12. Work breakdown (implementation tasks)

  1. Bootstrap environment; load CDM DDLs and vocabularies.
  2. Source profiling: schemas, value distributions, code systems.
  3. Build docs/mapping_spec.xlsx and etl/mappings/* for encounters, type concepts, units, value sets.
  4. Implement IDs: mapping tables and sequences.
  5. Implement person, observation_period, visit_occurrence (+detail if applicable).
  6. Implement domain ETLs: conditions, procedures, drugs, measurements, observations, death, cost.
  7. Generate eras via OHDSI SQL.
  8. Run DQD and Achilles; iteratively fix failures.
  9. Final reconciliation and acceptance sign-off.

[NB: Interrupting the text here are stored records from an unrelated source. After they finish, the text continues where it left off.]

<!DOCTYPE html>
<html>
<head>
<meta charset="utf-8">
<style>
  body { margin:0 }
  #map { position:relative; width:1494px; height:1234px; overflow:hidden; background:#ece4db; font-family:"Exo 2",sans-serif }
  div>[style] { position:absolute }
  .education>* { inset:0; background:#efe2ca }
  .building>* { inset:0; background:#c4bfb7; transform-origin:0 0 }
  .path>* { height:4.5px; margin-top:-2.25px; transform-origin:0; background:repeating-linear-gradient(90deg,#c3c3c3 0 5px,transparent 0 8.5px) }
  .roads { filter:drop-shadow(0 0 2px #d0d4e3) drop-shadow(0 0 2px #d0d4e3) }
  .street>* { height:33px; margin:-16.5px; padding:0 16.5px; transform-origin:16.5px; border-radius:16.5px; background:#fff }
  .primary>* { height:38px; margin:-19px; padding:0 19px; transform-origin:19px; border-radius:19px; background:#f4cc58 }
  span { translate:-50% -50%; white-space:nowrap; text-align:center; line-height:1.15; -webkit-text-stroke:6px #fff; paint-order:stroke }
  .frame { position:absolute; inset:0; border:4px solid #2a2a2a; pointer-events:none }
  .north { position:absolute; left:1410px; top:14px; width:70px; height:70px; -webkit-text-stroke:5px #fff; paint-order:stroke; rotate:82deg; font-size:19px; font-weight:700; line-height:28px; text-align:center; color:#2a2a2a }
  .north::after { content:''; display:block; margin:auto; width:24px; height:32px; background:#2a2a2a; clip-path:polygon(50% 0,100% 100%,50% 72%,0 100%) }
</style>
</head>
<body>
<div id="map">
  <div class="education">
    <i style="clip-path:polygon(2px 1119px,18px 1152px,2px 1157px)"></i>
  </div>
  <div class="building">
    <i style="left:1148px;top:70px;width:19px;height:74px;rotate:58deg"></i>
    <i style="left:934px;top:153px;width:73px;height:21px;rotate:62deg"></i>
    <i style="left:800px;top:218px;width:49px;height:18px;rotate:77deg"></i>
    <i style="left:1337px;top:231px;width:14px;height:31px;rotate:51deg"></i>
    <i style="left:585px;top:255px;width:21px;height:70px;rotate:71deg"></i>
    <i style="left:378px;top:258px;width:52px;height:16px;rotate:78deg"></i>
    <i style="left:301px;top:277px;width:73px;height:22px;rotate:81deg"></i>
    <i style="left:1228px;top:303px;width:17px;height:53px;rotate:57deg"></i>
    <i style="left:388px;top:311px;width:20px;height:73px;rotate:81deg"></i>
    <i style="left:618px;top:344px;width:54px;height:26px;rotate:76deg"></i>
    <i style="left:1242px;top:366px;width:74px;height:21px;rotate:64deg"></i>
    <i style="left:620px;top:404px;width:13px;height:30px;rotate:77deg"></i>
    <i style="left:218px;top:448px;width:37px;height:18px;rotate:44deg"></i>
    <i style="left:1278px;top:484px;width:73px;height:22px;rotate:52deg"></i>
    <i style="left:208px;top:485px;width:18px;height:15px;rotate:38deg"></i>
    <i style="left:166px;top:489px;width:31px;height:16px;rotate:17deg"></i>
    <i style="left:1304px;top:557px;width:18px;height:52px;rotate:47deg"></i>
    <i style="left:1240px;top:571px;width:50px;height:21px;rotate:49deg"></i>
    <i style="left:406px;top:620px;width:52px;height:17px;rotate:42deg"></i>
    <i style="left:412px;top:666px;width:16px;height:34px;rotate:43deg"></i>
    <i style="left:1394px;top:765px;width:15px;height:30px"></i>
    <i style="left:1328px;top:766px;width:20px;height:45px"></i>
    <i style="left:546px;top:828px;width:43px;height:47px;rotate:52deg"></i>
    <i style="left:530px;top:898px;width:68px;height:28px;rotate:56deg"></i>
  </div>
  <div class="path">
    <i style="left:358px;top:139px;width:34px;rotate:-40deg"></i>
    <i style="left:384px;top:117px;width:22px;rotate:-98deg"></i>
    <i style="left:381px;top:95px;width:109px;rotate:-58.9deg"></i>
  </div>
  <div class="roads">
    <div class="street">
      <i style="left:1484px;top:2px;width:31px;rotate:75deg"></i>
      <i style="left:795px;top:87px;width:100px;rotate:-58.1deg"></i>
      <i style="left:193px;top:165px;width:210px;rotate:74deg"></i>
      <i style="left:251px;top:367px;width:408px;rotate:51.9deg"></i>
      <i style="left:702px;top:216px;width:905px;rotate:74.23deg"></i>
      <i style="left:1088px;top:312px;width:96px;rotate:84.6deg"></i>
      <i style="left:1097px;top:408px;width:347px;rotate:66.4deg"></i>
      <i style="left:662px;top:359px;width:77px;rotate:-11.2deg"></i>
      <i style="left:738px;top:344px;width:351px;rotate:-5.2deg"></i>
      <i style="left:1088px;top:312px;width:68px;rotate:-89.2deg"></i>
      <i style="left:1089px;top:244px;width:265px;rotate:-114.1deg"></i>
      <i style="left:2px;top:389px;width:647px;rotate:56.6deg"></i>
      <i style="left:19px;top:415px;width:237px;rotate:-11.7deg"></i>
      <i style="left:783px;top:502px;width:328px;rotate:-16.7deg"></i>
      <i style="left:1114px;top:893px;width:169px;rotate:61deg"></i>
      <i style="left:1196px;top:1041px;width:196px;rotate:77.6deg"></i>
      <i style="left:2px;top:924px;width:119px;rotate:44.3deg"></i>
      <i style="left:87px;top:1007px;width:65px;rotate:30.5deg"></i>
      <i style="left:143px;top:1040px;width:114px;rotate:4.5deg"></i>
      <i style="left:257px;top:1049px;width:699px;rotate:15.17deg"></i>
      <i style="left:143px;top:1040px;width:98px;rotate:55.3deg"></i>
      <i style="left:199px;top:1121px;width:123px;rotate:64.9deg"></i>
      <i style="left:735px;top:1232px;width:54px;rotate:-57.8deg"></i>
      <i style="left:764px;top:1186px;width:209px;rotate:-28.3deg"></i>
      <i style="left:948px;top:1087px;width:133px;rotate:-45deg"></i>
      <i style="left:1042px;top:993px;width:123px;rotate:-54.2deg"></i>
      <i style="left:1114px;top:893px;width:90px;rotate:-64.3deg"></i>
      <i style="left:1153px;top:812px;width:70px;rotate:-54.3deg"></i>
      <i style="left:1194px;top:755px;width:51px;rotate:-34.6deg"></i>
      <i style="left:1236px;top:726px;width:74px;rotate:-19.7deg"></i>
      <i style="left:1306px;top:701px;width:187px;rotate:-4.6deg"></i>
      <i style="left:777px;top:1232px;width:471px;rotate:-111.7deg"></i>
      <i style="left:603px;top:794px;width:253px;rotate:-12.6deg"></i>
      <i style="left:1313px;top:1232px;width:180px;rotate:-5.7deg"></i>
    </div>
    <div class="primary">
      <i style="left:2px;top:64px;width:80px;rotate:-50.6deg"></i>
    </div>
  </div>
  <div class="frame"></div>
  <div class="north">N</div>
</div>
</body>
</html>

13. Notes on compatibility and tool alignment

  • Targeting OMOP v5.4.2 ensures best compatibility with OHDSI tooling (some tools not fully v6-ready). See CommonDataModel.
  • Use OMOP-Queries for era derivations and canonical logic.
  • Refer to OHDSI for packages like Achilles, DQD, HADES suite, and Usagi for mapping assistance.
  • For PCORnet semantics vs OMOP domains, consult the OMOP–PCORnet slides and validate local decisions in docs/decisions_log.md.

14. Appendix: Example queries and lookups

Find visit concept IDs programmatically (avoid hard-coding)

SELECT concept_id, concept_name
FROM cdm.concept
WHERE vocabulary_id = 'Visit' AND standard_concept = 'S';

Example: map PCORnet enc_type values

-- Use mapping CSV to map enc_type codes to concept names, then resolve IDs by joining to cdm.concept
-- This prevents stale hard-coded IDs.

Resolve Type Concepts

SELECT concept_id, concept_name
FROM cdm.concept
WHERE vocabulary_id = 'Type Concept' AND standard_concept IS NULL;

Verify standardization of concept_ids

SELECT COUNT(*) FROM cdm.condition_occurrence WHERE condition_concept_id = 0; -- unmapped
SELECT domain_id, COUNT(*) FROM cdm.concept WHERE concept_id IN (
  SELECT DISTINCT condition_concept_id FROM cdm.condition_occurrence
) GROUP BY domain_id; -- should be Condition

This plan is designed to be executable by an engineering agent with Spark + PostgreSQL access and to produce an OMOP v5.4.2 instance that passes OHDSI-standard validations. Adhere strictly to the official DDLs and vocabulary-driven mappings to maintain compatibility with the OHDSI ecosystem.